Je vous donnerai un seul argument. Ce n'est pas l'argument du bonheur, car qui peut décider du bonheur ? Il est des orphelins qui vivent heureux et des gens parfaitement entourés qui vivent dans le malheur. Cet enfant qui naîtrait orphelin, pourquoi serait-il beaucoup plus malheureux, au fond, que celui qui naît dans une famille monoparentale, dont le père est parti ou décédé ? Cet argument me paraît relativement faible.

Je vois bien la cruauté de la situation. Imaginons un couple, probablement jeune, qui attend, dans les quinze jours, l'instant crucial, après une longue période, car préparer un embryon prend du temps. Son projet parental est sur le point d'aboutir, et l'homme meurt subitement. C'est non pas la double peine mais le double deuil, le double drame. Non seulement la vie présente s'arrête, mais la vie à venir aussi.

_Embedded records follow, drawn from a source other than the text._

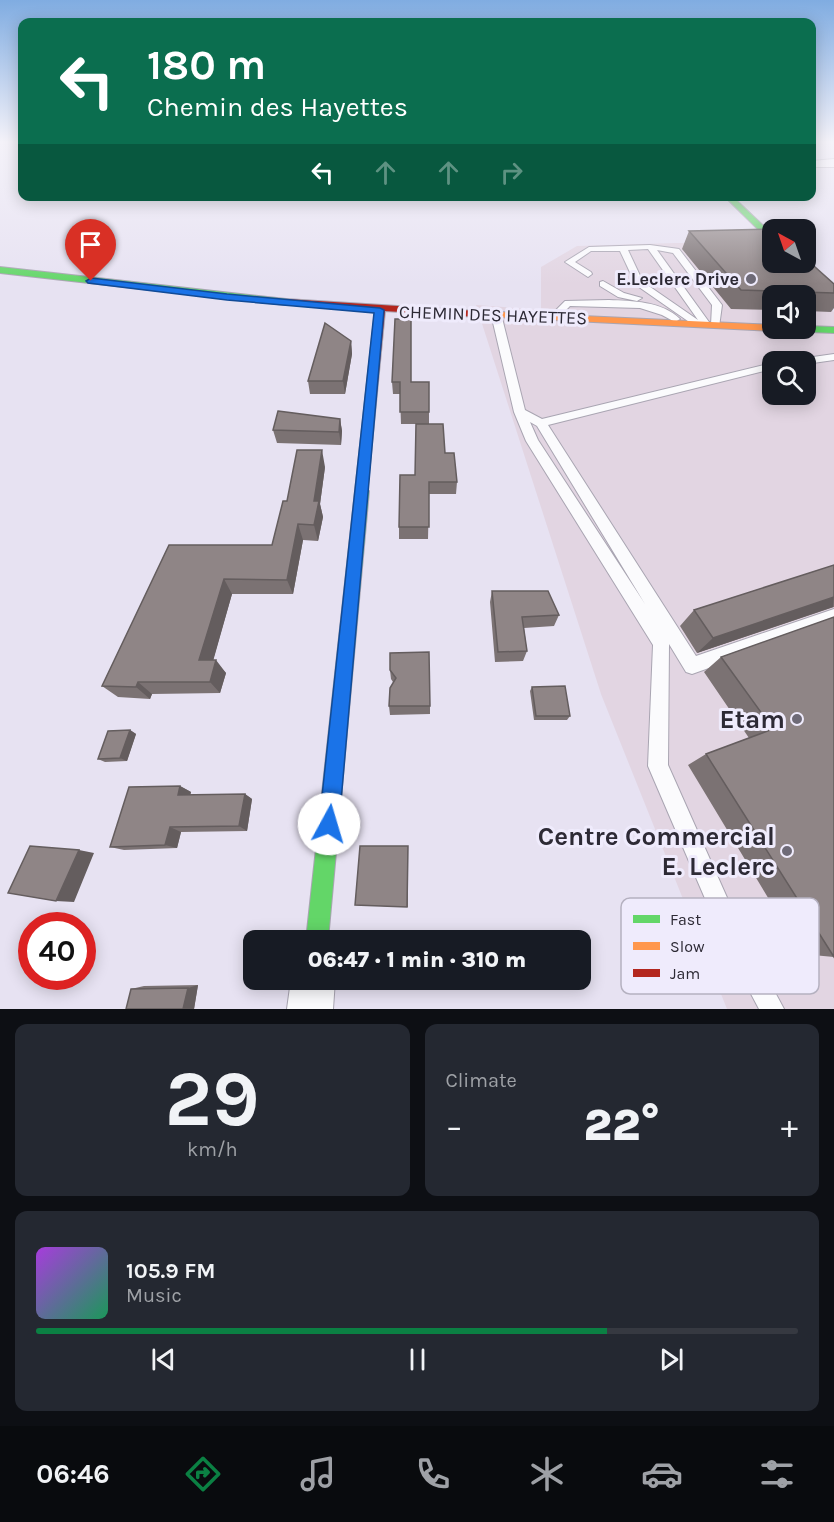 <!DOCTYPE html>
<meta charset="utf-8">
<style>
body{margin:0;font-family:Karla,sans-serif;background:#242831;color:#f1f3f6;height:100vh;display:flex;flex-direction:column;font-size:22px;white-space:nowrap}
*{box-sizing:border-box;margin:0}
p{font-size:20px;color:#9ea1a6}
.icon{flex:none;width:33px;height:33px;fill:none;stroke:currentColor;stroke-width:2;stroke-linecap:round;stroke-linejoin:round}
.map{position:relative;height:1009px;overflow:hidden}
.panel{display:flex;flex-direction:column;gap:15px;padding:15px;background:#0d0f14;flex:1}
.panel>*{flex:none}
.guide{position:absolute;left:18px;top:18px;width:798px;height:183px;border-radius:12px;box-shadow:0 3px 15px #0003;background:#0b6e4f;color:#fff;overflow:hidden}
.needle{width:39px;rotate:320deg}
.tools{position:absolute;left:762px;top:219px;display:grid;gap:12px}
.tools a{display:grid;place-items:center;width:54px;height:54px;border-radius:12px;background:#171b24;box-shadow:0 3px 15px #0003;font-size:30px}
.speed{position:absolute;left:18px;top:912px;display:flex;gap:12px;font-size:30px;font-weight:700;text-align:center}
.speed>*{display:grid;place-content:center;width:78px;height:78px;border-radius:50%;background:#171b24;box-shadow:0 3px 15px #0003;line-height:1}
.speed .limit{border:9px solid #d22;background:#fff;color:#111}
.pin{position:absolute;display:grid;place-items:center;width:51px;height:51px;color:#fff;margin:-62px -26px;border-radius:50% 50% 50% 0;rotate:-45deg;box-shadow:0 0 6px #0007}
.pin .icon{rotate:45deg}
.me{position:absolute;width:66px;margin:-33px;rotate:6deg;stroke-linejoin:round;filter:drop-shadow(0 0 4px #0008)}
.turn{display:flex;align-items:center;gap:21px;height:126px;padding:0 30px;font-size:27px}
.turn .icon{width:78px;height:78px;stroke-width:2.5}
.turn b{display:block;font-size:42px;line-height:51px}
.lanes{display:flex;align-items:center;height:57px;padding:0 30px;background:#0003;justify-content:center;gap:30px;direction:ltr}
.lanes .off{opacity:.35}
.big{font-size:45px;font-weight:800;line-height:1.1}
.panel .tile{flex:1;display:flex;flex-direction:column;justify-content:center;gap:9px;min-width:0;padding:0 21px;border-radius:12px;background:#242831}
.panel .dial{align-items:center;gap:0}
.dial b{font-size:78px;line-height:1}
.song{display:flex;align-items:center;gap:18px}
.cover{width:72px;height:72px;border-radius:9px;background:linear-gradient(135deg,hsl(280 70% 55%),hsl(150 70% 35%))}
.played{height:6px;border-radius:3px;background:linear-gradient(90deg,#0b8043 75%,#363941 75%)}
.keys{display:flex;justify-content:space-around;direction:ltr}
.heat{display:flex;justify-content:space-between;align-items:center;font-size:33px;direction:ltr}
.panel .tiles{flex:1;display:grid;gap:15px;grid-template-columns:1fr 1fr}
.tile:last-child{grid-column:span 2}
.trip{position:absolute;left:243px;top:930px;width:348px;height:60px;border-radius:12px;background:#171b24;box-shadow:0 3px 15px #0003;font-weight:800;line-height:60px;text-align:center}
.tab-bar{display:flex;height:96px;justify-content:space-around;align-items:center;background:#090b0e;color:#9ea1a6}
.tab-bar .icon{width:42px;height:42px}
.tab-bar .selected{color:#0b8043}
.tab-bar b{font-size:27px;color:#f1f3f6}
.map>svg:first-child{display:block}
.commercial{fill:#e2d5e2;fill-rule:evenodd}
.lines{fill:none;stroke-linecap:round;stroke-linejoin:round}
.lane-casing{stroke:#a9a5b2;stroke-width:2}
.street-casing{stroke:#a9a5b2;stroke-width:2}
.fast-casing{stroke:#a9a5b2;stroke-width:2}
.slow-casing{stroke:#a9a5b2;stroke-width:2}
.jam-casing{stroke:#a9a5b2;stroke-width:2}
.lane{fill:#fbfbfd;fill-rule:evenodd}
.street{fill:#fbfbfd;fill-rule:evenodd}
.fast{fill:#63d668;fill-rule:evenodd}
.slow{fill:#ff974d;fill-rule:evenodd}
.jam{fill:#b3261e;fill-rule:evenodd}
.wall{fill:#7b7273}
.shaded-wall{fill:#645d5e}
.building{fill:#8f8586;stroke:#645d5e;stroke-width:1.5}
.route{fill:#1a73e8;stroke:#114b97;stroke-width:1.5}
.poi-dot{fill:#6e6a77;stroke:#efebfc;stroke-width:2}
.labels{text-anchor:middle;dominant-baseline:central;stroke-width:6;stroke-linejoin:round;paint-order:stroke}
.far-poi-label{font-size:18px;font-weight:bold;fill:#2d2a35;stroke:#efebfc;text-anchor:end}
.far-street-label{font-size:18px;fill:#2d2a35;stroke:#efebfc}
.near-poi-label{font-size:26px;font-weight:bold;fill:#2d2a35;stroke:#efebfc;text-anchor:end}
.key{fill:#efebfc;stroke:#b5b1c0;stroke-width:1.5}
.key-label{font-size:16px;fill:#2d2a35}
</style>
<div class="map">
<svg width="834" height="1009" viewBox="0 0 834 1009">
<rect width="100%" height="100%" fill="#e7e2f2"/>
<!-- commercial -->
<path class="commercial" d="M675,243H766L772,262L785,263L834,312V1009H727L601,694L476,305L541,310V267L577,246ZM772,296H806V328H772ZM772,362H806V394H772Z"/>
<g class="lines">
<defs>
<path id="lane" d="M650,245L679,249L722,305L719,327L711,325L712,305L673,253L657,250L709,322V326H695L636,285L620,251H591L575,262L591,272L592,274L588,277L565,262L589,247ZM648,249L698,320L643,282L628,250Z
M603,281L624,293L642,298L637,301L618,297L600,286V282Z
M609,300C632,301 662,301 680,319L675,322L662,315L640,308L570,306L557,319L549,317L565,301Z
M496,311L501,314L525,410L542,419L772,363V369L548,425L696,656L834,609V623L692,674L686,672L669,644L668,765L741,929L784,1009H759L725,945L648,766L653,645L526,441L514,412L491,314ZM530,422L537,426L645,604L538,440Z
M834,354V360L806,364V362H794L799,359Z"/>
<path id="street" d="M834,159V167H812V161Z
M291,980H335L333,1009H287Z"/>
<path id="fast" d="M724,196H732L772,234V240H769Z
M0,267L286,299L291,302L286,305L0,273Z
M806,326L834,327V333L787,331L782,328H806Z
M362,486L369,491L328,940H306L355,491Z"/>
<path id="slow" d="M477,311L772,325V328H777L772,331L474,316L472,314Z"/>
<path id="jam" d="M286,299L477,311L482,314L477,317L385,311L367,495L362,496L355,491L375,310L283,304V300Z"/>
</defs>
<!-- lane casing -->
<use href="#lane" class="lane-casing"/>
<!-- street casing -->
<use href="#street" class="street-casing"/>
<!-- fast casing -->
<use href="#fast" class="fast-casing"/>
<!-- slow casing -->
<use href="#slow" class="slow-casing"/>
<!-- jam casing -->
<use href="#jam" class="jam-casing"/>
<!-- lane -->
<use href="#lane" class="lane"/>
<!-- street -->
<use href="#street" class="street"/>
<!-- fast -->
<use href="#fast" class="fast"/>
<!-- slow -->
<use href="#slow" class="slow"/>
<!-- jam -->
<use href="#jam" class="jam"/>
</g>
<!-- wall -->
<path class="wall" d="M689,231L834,284V308L831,312L806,311V296H772V310L731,309L682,249Z
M351,341L352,354L345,394H310L308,381Z
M392,382H429V424L445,453L457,482L456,494H429L428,539H399V527L415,475L416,424H401L400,394H393Z
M340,419L342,431L341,445L277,443L273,430Z
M325,467L320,504L323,517L318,541L303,540L293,594H232L213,660L226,673L220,693L152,694L150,699L118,697L102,686L169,545H272Z
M834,565V607L697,653L680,626L694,610Z
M492,591L559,615L554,626L524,628L527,651L523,661L495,662L490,602Z
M834,617V957L802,954L688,765L706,754L749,738L704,672L721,657Z
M390,670L430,706V714L390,715L389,706L393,682L391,679Z
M532,687L570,716L567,720H534L530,691Z
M130,730L136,734L127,761L105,762L98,759Z
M180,786L191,792L190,795L245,794L252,799L247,831L181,832L177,848L124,850L110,847Z
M408,849V907L355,905Z
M198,985L194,1009H126L131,989L144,986Z"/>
<!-- shaded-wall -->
<path class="shaded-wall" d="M351,341L352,354L345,394L343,381Z
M340,419L342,431L341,445L339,432Z
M322,450L325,467L320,504L323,517L318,541L314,525V501Z
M298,524L303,540L293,594L287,580Z
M224,579L232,594L210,672L199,660Z
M834,597L833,607L697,653L713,638Z
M216,660L226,673L220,693L210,682Z
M138,682L152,694L150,699L136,687Z
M130,730L136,734L127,761L120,758Z
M180,786L191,792L189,800L178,795Z
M245,794L252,799L247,831L239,826Z
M170,827L181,832L177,848L165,845Z
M79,850L94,853L74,902L56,901Z
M198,985L194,1009H183L188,988Z"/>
<!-- building -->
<path class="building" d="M771,229L772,231V262H806V259L834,284V293L741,290L689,231Z
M395,319H411V382H429V412H400V382H392Z
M325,323L351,341L343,381H308Z
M278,411L340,419L339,432L273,430Z
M416,424H443L445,453H454L457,482H429V527H399L400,475H415Z
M297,450H322L314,501H319L314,525L298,524L287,580L224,579L199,660H216L210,682H138L136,687L102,686L169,545H272L283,501H287Z
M834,565V597L713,638L694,610Z
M492,591H548L559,615L522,617L527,651L498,652Z
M834,617V957L706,754L773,729L721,657Z
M429,652L430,706H389L390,688L396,678L390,670V653Z
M565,686L570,716H536L532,687Z
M130,730L120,758L98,759L108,731Z
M180,786L178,795L245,794L239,826L170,827L165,845L110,847L129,787Z
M30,846L79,850L56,901L8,893Z
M360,846H408L407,907L355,905Z
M188,988L183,1009H126L131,989Z"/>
<!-- sky -->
<linearGradient id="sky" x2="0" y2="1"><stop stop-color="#80ace1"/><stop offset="0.5" stop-color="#f4f2f9"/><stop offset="1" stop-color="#f4f2f9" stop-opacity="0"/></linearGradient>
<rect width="834" height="284" fill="url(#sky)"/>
<!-- route -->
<path class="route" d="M91,278L227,294L380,308L384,310L339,824L336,832L329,835L322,832L319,824L374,313L227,300L88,283L86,281Z"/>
<!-- markers -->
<g class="poi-dot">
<circle cx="751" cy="279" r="6"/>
<circle cx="797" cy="719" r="6"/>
<circle cx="787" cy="851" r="6"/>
</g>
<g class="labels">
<!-- far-poi labels -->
<g class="far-poi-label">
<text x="739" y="279">E.Leclerc Drive</text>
</g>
<!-- far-street labels -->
<g class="far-street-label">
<text transform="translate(493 315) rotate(2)">CHEMIN DES HAYETTES</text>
</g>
<!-- near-poi labels -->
<g class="near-poi-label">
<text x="785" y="719">Etam</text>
<text x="775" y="836">Centre Commercial<tspan x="775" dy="30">E. Leclerc</tspan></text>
</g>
</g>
<!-- legend -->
<rect x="621" y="898" width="198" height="96" rx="9" class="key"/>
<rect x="633" y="915" width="27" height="8" fill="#63d668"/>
<rect x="633" y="942" width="27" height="8" fill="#ff974d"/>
<rect x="633" y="969" width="27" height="8" fill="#b3261e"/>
<g class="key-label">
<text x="670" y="925">Fast</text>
<text x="670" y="952">Slow</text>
<text x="670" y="979">Jam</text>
</g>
</svg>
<div class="tools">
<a><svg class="needle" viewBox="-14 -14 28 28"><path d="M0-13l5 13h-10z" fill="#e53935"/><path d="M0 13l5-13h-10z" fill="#9ea1a6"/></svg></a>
<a><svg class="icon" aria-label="sound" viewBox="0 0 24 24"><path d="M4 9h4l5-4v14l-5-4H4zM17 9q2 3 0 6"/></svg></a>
<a><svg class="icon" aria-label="search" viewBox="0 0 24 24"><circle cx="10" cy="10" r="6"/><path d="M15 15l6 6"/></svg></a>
</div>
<div class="speed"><div class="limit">40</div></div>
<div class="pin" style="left:91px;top:281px;background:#d93025"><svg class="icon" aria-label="arrive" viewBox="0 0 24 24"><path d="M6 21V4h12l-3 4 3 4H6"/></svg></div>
<svg class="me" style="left:329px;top:824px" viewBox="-20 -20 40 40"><circle r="19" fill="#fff"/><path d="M0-13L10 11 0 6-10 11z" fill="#1a73e8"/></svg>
<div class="trip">06:47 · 1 min · 310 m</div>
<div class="guide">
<div class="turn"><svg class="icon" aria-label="left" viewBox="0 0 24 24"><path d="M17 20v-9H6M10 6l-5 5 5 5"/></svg><div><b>180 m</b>Chemin des Hayettes</div></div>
<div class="lanes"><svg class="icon" aria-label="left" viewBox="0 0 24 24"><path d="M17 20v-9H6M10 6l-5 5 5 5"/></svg><svg class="icon off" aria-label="ahead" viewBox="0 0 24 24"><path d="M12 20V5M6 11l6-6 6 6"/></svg><svg class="icon off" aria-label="ahead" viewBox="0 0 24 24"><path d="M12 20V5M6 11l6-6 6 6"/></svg><svg class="icon off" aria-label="right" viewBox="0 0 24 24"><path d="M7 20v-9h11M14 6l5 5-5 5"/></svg></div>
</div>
</div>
<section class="panel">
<div class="tiles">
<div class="tile dial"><b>29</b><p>km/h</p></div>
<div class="tile"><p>Climate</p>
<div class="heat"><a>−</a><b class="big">22°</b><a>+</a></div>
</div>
<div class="tile">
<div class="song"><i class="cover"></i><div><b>105.9 FM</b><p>Music</p></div></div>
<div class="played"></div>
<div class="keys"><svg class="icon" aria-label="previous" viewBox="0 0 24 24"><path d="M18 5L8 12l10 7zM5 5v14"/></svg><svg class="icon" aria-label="pause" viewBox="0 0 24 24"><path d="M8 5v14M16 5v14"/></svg><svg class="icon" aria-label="next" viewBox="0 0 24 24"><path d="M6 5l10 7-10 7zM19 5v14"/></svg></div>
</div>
</div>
</section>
<nav class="tab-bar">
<b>06:46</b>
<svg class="icon selected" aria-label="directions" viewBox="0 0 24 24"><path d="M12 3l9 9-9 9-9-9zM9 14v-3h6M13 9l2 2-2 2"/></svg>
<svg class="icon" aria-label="music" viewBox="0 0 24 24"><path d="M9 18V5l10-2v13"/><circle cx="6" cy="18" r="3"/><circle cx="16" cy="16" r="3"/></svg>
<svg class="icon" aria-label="phone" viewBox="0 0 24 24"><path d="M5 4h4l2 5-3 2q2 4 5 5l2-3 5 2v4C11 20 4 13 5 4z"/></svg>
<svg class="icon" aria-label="climate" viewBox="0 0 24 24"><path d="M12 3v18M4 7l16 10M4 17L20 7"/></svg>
<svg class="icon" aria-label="car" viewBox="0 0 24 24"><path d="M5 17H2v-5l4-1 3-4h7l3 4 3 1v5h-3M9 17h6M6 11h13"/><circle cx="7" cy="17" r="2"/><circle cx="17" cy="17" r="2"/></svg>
<svg class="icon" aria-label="filters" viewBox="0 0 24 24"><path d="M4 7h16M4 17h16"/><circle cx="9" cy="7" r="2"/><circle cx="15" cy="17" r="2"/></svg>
</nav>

Et puis je me suis raconté une autre histoire, plus complexe. Cet homme pourrait ne pas mourir brutalement mais être atteint d'une maladie grave, comme un cancer évolué. Il va subir une chimiothérapie. Momentanément stérile, il conservera ses gamètes et créera un embryon. Un jour, parce que la médecine ne guérit pas tout, il comprendra que sa mort est prochaine. Il va donc, en quelque sorte, léguer la vie, faire peser en héritage sur cette femme le devoir de porter l'enfant qu'ils ont conçu ensemble au-delà de sa propre vie.

Les deux situations sont un peu différentes. Dans le premier cas, nous dirions à cette femme que l'embryon est détruit, alors qu'elle vient d'apprendre que l'homme qu'elle aime vient de mourir brutalement ? Dans l'autre, vous sentez ce parfum d'angoisse qui consiste à dire que l'on pourrait programmer la vie après sa mort. Là se pose le vrai problème.

Et je rejoinsPhilippe Gosselin. En effet, les Grecs interdisaient à ceux qui parlaient sur l'agora d'utiliser le pathos parce qu'ils savaient que la rhétorique devait faire appel au logos et que l'émotion est mauvaise conseillère, qu'elle vous étreint, vous fait réagir, alors que le logos, c'est la pensée, puis la parole, et qu'il vous fait réfléchir. Je comprends que l'hémicycle cède de temps en temps à l'émotion, et tant mieux : ce serait terrible un hémicycle qui aurait un coeur sec, avec des yeux secs, une pensée sèche, mais réfléchissez, mes chers collègues, à notre conception et revenons à nos valeurs immuables, interrogées ou torturées par des situations particulières.